Wednesday, December 28, 2011

The importance of social intimacy for individual growth.

In my last post I wrote something to the effect that our lives are like dances between self-aggrandizement and self-effacement, between self-expressive individuality and the need to pay homage to our collectivities, those groups and associations upon which we completely depend for life and prosperity.

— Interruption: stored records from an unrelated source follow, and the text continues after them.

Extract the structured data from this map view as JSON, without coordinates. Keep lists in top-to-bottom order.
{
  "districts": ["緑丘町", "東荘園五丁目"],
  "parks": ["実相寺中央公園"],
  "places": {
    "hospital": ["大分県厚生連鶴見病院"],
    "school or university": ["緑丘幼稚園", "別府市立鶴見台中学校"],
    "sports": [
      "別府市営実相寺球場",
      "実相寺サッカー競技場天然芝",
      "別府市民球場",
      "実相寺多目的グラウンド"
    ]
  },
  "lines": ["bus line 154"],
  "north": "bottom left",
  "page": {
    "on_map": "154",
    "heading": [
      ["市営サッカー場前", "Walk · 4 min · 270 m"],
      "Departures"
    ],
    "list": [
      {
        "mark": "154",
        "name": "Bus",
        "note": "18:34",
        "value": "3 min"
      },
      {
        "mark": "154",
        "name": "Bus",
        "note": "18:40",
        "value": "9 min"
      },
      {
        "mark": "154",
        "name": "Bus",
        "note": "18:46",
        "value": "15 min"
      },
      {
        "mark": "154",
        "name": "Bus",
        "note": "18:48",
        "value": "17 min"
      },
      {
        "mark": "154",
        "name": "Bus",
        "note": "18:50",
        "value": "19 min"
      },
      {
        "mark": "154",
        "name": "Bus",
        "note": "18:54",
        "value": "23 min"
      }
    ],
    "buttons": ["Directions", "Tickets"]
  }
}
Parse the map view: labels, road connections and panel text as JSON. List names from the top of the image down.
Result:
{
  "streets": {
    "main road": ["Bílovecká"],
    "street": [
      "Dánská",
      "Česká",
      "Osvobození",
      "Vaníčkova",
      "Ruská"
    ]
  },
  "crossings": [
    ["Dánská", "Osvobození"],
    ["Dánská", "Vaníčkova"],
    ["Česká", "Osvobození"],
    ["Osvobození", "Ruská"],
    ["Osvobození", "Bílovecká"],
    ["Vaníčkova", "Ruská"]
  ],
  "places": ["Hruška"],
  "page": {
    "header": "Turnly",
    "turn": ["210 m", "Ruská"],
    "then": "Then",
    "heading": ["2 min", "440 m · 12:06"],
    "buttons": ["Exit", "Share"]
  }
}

All of us are caught in a tango of cognitive dissonance. On the one hand we need to express ourselves as individuals while not turning our noses up at our collectivities (societies, nations, families, workplaces, etc.). We ignore our collectivities at our own peril. It's built into our genes. There is research that demonstrates clearly the importance social connection is to us. In 1945 Rene Spitz conducted research comparing children raised in orphanages and those raised with their mothers in prison. After four years, a quarter of the orphanage children were dead, the others seriously socially impaired. By contrast, those children raised by their mothers in prison were fine. The difference between the two groups of children was the amount of daily physical and emotional contact they experienced. Children in prison had lots of physical and emotional contact, those in orphanages very little sporadic attention. The sparse research done on feral children supports the idea that without human intimate contact we do not fully develop as humans. Our very intelligence (IQ) is dependent on social contact. A longitudinal study conducted by Skeels and Dye (in Roberta Berns, 2009; Shackne: http://www.schackne.com/Nurture.htm) starting in the 1930s and concluding in 1966 found that two children removed from an orphanage as hopelessly retarded and were moved to an adult facility that cared for retarded adults substantially improved within a few months and displayed increased sociability and intelligence. They subsequently moved 13 children to the adult facility and all of them improved dramatically. In a follow up study done 25 years later, "they found that all of these "hopelessly retarded" children had grown up to live normal and productive lives. Some even made it to college and became professionals." (Shackne) In contrast, the control group of children left in the orphanage for 'retarded' children experienced no such improvement. More recently a study found the same kind of results with Romanian children confined to orphanages and moved to foster homes.(http://www.guardian.co.uk/science/2006/feb/18/medicineandhealth.lifeandhealth/print)
So we are by definition social animals, so much so that in the absence of social contact we die or are severely cognitively and physically impaired, sometimes permanently. We are beholden to our societies for all that we are. As Ernest Becker points out repeatedly in his books The Denial of Death and Escape from Evil, our societies are the source of all power. It behooves us to keep a watchful eye out to make sure we don't get irretrievably cut off from this source of power by exhibiting too much individuality. The glue that holds us together in societies is tested every day in every aspect of our lives. Shame, guilt, embarrassment and opprobrium are institutions that maintain strong social ties as much as love does. And we dance. We try a little self-expression and see how that goes. We try a little more and see how that goes. We test the limits of individual possibility. We retreat. We get up on the dance floor but soon sit down if we notice people noticing us too much. Our language is replete with mechanisms for enforcing and re-enforcing social ties and for allowing the expression of individuality without compromising our social connections. But more on that later.